Problem details —
A line below contains "M763,864L796,889L774,918L740,893Z", and a later one contains "M904,993L925,1012L875,1070L838,1038L853,1020L869,1034Z". Repeat both, with every line between them, exactly.

------------

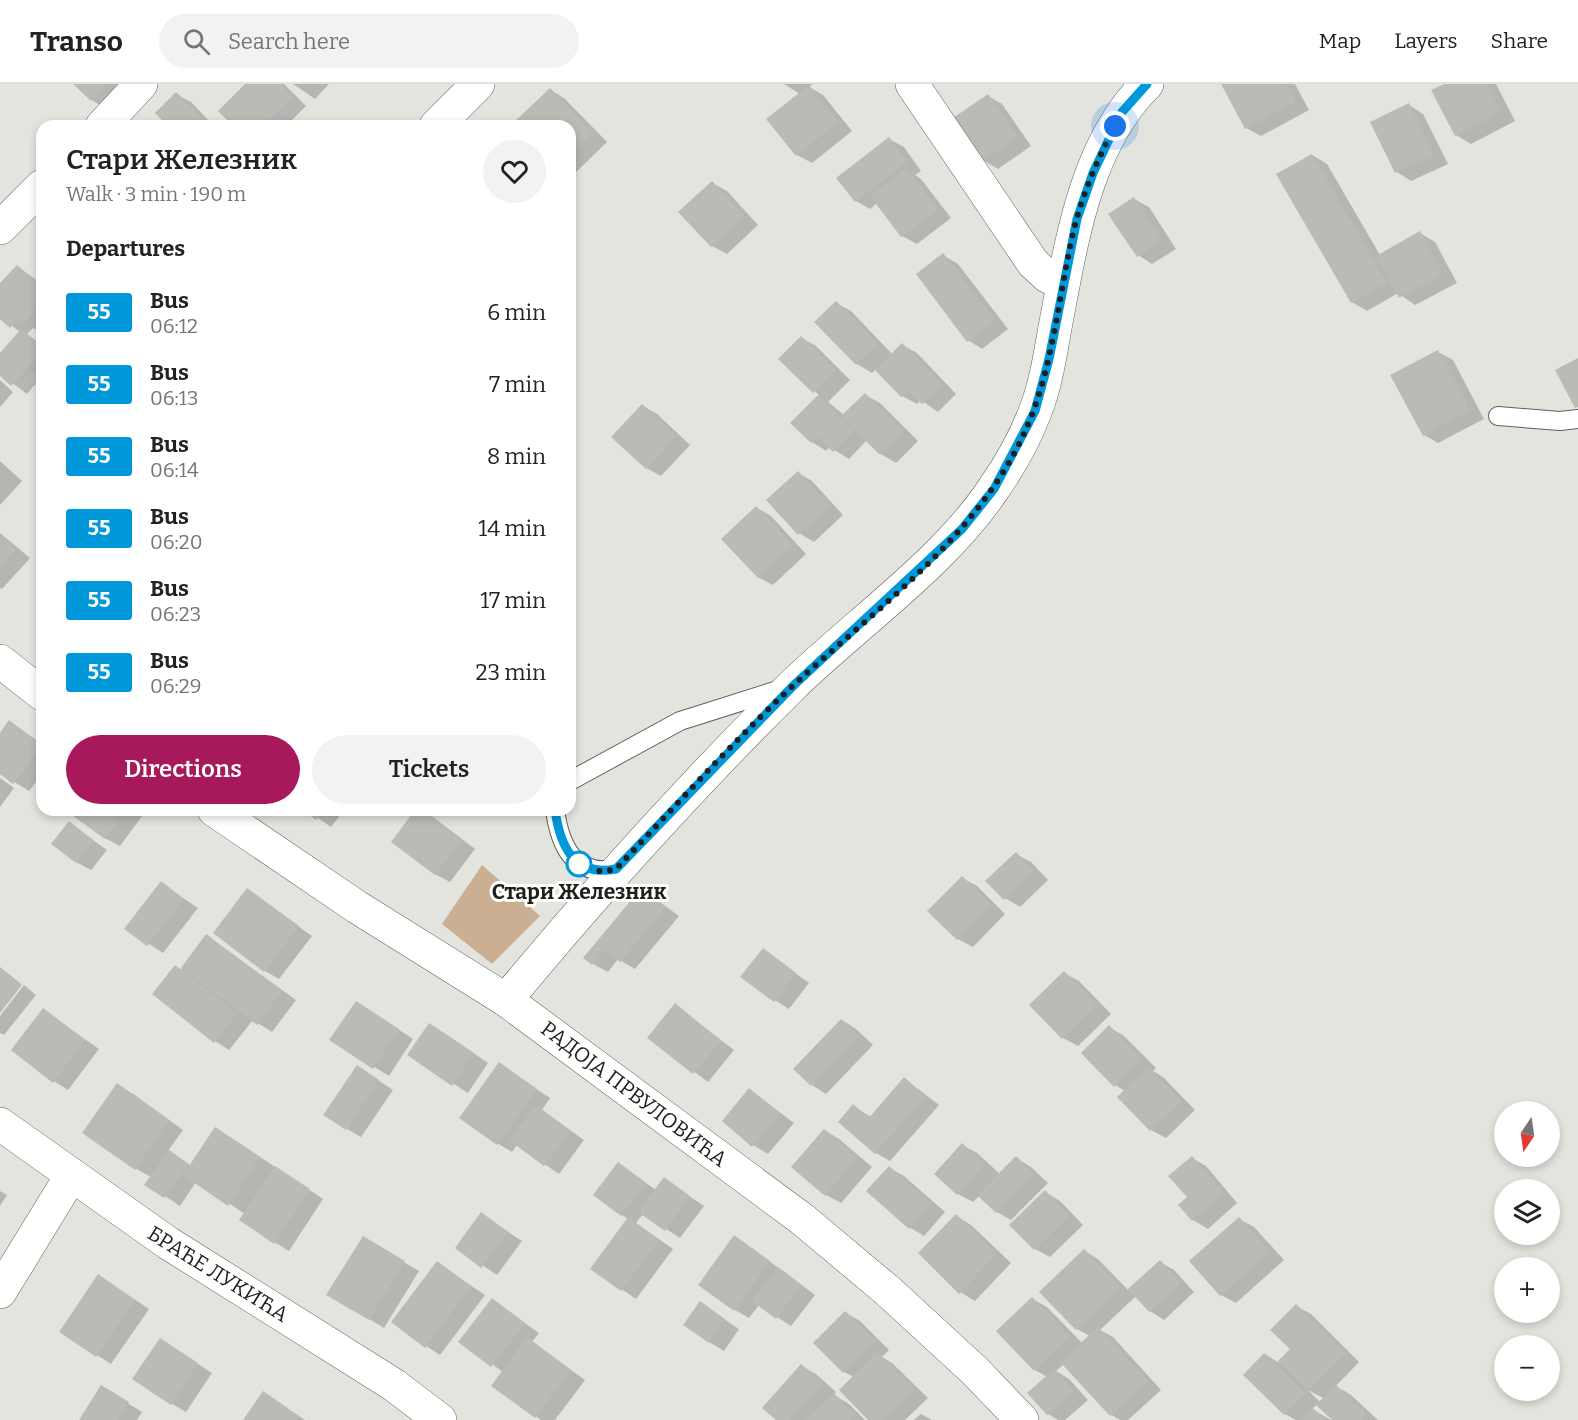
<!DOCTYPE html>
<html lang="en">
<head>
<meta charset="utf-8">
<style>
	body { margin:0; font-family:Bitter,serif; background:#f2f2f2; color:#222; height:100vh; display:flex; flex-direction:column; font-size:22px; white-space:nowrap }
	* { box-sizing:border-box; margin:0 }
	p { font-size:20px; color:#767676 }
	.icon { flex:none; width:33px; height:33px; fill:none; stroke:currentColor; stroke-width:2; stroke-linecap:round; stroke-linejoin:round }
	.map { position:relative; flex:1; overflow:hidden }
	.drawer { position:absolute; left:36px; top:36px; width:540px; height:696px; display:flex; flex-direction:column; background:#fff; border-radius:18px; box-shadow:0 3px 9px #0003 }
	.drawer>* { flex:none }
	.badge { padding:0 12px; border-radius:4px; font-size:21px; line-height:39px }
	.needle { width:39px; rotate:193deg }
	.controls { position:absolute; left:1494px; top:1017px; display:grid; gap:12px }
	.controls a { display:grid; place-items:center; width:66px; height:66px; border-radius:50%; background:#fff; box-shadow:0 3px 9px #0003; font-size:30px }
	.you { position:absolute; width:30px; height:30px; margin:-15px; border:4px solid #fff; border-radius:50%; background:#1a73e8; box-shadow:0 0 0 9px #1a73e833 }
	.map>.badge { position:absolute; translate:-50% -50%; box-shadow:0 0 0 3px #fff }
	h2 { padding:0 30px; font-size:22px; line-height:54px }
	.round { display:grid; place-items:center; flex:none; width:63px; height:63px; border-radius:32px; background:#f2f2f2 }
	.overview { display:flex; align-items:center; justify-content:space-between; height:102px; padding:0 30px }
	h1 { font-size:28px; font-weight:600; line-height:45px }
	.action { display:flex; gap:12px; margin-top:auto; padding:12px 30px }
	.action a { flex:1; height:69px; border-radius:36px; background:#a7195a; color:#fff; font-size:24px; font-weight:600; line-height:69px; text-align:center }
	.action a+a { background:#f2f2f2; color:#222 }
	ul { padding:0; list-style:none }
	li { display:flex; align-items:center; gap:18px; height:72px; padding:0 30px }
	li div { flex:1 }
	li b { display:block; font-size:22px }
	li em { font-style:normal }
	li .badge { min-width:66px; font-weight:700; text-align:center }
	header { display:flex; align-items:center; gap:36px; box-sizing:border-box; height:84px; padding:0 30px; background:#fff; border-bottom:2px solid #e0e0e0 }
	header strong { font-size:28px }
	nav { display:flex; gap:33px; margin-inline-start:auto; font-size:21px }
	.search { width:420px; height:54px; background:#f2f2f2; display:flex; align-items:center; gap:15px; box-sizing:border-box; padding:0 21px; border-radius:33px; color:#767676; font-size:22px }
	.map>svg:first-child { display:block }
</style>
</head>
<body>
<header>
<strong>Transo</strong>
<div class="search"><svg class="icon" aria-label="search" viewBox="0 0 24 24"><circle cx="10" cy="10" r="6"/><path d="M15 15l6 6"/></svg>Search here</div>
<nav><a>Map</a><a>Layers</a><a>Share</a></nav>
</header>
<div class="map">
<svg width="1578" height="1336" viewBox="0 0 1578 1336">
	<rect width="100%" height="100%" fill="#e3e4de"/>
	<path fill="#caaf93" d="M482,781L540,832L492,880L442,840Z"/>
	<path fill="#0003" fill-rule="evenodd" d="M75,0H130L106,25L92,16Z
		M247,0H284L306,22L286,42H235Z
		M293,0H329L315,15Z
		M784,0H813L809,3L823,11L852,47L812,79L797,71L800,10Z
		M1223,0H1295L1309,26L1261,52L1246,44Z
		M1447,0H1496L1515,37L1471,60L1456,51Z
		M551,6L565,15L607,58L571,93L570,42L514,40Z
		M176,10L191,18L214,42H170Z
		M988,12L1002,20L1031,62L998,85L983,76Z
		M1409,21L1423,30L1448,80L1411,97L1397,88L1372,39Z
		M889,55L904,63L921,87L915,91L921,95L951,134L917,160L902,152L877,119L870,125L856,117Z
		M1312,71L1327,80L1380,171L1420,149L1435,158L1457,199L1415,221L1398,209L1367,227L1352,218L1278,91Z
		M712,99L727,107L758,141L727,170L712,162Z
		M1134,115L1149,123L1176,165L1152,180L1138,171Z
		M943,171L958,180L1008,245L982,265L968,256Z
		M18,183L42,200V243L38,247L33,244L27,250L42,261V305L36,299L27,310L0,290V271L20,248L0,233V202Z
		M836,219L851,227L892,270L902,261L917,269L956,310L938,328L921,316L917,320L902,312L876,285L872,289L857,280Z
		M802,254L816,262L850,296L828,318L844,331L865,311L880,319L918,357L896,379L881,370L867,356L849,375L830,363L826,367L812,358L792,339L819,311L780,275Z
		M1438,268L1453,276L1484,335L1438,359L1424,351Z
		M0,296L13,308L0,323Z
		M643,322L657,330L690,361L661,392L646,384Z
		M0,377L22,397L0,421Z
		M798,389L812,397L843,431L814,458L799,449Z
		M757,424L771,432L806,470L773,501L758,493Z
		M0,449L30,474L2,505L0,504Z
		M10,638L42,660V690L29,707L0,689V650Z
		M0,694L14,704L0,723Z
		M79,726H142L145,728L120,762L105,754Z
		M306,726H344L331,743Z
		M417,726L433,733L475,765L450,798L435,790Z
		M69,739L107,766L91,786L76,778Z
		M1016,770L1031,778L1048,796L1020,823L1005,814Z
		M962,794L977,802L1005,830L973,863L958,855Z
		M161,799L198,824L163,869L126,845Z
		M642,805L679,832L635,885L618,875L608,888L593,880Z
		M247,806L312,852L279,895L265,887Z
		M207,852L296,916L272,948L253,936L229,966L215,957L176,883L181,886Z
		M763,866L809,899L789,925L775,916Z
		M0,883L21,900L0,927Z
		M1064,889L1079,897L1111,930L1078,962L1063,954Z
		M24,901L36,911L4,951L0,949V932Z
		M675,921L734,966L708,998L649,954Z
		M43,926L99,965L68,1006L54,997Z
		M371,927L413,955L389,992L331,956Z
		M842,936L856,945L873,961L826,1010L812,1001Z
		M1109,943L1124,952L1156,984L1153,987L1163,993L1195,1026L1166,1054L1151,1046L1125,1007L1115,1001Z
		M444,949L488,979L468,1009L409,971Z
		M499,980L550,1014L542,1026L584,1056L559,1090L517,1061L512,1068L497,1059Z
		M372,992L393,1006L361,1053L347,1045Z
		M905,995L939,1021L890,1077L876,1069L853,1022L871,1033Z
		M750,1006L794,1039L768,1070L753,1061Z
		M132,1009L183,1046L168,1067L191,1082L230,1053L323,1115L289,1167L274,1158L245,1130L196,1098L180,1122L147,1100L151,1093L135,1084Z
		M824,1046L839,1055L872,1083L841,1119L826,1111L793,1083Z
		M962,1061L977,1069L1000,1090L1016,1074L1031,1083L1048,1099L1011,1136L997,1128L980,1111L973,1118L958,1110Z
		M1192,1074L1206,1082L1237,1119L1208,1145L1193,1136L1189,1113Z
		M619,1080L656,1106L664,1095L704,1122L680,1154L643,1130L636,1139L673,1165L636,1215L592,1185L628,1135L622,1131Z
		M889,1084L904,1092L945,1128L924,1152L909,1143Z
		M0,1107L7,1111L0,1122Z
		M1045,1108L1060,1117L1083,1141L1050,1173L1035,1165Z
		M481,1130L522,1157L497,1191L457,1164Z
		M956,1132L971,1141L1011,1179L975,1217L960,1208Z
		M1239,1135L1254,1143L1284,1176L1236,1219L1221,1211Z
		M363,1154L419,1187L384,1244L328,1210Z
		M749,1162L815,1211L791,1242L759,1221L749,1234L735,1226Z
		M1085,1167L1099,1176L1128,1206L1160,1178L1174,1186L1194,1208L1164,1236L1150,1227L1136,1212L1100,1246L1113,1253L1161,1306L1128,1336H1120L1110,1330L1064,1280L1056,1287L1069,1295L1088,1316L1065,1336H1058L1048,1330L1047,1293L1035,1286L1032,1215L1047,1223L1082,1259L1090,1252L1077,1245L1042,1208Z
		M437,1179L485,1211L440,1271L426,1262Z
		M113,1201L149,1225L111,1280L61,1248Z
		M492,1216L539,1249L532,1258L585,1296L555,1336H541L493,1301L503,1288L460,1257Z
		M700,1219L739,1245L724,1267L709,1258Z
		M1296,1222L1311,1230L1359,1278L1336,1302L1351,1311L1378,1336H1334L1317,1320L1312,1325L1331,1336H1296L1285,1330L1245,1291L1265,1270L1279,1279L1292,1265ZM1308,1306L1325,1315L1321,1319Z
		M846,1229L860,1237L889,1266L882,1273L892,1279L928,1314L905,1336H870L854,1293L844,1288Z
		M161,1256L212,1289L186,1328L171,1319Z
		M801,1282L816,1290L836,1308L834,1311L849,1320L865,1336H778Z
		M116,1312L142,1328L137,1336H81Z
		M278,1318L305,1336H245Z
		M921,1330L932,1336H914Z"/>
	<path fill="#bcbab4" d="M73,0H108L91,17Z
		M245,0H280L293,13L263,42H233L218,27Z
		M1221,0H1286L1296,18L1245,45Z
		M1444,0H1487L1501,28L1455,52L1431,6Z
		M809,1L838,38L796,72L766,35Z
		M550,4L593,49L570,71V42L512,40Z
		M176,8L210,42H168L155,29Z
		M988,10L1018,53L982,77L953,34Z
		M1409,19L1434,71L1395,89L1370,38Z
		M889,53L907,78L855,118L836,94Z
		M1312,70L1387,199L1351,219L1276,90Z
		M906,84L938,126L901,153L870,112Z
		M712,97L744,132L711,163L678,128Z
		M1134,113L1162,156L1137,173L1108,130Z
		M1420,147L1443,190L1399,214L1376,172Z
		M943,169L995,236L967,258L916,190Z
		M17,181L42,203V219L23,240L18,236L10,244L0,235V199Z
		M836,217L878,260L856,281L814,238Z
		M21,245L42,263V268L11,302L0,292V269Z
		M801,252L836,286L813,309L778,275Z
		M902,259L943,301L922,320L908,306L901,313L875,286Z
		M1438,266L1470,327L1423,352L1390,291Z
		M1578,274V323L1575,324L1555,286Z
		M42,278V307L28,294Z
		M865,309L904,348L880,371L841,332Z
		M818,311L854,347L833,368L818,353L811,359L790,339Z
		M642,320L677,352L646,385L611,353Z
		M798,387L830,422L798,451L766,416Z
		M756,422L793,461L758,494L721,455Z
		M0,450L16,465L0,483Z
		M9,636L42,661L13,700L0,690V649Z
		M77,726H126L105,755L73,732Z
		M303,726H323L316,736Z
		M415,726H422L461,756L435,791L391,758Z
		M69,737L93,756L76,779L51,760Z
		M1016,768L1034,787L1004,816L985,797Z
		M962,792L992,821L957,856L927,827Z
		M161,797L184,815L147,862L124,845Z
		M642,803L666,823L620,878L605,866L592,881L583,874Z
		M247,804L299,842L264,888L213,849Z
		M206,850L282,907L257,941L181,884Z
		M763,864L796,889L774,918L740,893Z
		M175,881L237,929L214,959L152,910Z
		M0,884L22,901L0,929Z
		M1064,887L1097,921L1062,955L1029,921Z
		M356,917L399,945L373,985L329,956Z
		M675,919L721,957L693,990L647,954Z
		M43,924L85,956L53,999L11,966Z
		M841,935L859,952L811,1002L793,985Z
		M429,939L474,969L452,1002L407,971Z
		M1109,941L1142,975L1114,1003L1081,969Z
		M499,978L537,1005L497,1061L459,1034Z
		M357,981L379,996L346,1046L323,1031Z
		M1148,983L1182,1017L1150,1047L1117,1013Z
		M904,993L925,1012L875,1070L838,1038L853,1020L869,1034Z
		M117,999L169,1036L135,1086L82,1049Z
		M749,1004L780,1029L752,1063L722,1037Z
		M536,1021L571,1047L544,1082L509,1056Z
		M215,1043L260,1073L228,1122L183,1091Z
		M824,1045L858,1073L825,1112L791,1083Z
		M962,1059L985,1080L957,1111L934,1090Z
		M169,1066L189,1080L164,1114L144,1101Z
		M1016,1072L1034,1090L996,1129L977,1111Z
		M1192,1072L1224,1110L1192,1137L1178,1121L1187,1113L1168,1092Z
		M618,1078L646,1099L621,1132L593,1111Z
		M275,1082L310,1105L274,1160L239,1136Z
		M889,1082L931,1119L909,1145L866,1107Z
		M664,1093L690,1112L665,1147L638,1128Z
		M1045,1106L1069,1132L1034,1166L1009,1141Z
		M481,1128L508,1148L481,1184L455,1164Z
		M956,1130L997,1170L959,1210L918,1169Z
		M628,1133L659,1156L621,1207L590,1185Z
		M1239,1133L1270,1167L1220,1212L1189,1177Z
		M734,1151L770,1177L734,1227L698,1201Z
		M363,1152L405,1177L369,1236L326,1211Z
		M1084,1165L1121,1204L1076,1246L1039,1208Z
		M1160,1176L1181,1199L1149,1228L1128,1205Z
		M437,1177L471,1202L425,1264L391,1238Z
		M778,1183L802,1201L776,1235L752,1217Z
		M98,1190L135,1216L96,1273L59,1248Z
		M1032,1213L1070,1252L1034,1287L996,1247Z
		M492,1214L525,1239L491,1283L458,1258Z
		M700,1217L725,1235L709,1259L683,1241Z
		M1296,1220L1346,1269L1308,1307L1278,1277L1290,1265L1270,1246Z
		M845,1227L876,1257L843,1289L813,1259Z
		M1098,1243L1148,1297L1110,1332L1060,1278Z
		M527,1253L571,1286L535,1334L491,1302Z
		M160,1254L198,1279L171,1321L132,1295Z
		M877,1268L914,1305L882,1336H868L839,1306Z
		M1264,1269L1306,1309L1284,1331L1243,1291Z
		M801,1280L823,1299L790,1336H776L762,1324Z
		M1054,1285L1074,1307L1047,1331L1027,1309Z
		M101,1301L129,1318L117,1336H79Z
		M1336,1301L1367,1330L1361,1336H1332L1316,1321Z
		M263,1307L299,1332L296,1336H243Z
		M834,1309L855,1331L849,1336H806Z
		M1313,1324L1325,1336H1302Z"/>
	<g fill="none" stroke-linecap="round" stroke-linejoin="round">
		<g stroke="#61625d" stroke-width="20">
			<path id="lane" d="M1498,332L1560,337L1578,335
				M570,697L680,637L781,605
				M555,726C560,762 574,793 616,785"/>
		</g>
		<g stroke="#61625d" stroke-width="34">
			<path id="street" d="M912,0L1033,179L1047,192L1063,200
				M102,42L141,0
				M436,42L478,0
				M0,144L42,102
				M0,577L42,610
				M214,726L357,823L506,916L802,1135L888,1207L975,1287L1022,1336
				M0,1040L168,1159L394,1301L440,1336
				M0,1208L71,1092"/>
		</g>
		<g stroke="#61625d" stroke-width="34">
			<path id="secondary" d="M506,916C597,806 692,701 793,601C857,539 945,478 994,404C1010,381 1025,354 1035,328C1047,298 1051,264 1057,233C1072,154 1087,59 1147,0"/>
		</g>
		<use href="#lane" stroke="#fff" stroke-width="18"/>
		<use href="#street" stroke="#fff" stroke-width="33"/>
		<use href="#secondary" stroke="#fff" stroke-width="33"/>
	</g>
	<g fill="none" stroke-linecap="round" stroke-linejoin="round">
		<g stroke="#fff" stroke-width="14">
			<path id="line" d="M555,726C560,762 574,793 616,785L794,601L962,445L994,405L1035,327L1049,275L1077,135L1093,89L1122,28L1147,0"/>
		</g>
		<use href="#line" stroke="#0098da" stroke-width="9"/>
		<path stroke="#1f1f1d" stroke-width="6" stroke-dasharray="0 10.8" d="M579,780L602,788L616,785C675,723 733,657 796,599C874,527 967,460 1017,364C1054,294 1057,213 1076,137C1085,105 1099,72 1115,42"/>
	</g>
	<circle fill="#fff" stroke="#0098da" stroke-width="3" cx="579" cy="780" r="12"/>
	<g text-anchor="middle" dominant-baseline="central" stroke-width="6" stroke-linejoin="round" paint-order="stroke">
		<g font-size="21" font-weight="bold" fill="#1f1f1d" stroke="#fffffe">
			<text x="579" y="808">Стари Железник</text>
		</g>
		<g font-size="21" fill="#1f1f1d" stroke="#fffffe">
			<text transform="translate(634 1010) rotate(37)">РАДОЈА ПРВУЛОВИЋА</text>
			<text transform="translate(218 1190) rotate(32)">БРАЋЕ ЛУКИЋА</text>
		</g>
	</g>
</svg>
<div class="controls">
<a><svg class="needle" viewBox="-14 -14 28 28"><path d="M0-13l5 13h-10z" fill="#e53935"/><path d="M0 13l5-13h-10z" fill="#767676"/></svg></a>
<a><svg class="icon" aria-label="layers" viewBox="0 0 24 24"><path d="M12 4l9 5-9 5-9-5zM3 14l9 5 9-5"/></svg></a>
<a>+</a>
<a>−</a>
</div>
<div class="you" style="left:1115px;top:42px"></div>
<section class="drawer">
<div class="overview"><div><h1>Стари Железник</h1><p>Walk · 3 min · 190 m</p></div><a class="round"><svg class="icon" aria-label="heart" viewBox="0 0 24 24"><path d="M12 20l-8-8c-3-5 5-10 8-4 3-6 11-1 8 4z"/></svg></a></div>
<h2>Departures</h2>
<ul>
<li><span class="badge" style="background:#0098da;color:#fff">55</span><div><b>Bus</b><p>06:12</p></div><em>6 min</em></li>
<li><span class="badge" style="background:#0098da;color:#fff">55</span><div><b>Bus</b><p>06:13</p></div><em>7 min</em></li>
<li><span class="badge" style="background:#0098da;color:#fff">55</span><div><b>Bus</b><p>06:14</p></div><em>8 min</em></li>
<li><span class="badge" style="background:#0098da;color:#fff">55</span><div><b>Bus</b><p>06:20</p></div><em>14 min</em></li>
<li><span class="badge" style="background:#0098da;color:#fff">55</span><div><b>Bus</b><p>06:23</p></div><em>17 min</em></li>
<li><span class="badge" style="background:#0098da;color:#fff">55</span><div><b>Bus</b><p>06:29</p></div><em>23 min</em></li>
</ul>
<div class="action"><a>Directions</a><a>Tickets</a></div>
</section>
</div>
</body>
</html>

------------

Task solution —
		M763,864L796,889L774,918L740,893Z
		M175,881L237,929L214,959L152,910Z
		M0,884L22,901L0,929Z
		M1064,887L1097,921L1062,955L1029,921Z
		M356,917L399,945L373,985L329,956Z
		M675,919L721,957L693,990L647,954Z
		M43,924L85,956L53,999L11,966Z
		M841,935L859,952L811,1002L793,985Z
		M429,939L474,969L452,1002L407,971Z
		M1109,941L1142,975L1114,1003L1081,969Z
		M499,978L537,1005L497,1061L459,1034Z
		M357,981L379,996L346,1046L323,1031Z
		M1148,983L1182,1017L1150,1047L1117,1013Z
		M904,993L925,1012L875,1070L838,1038L853,1020L869,1034Z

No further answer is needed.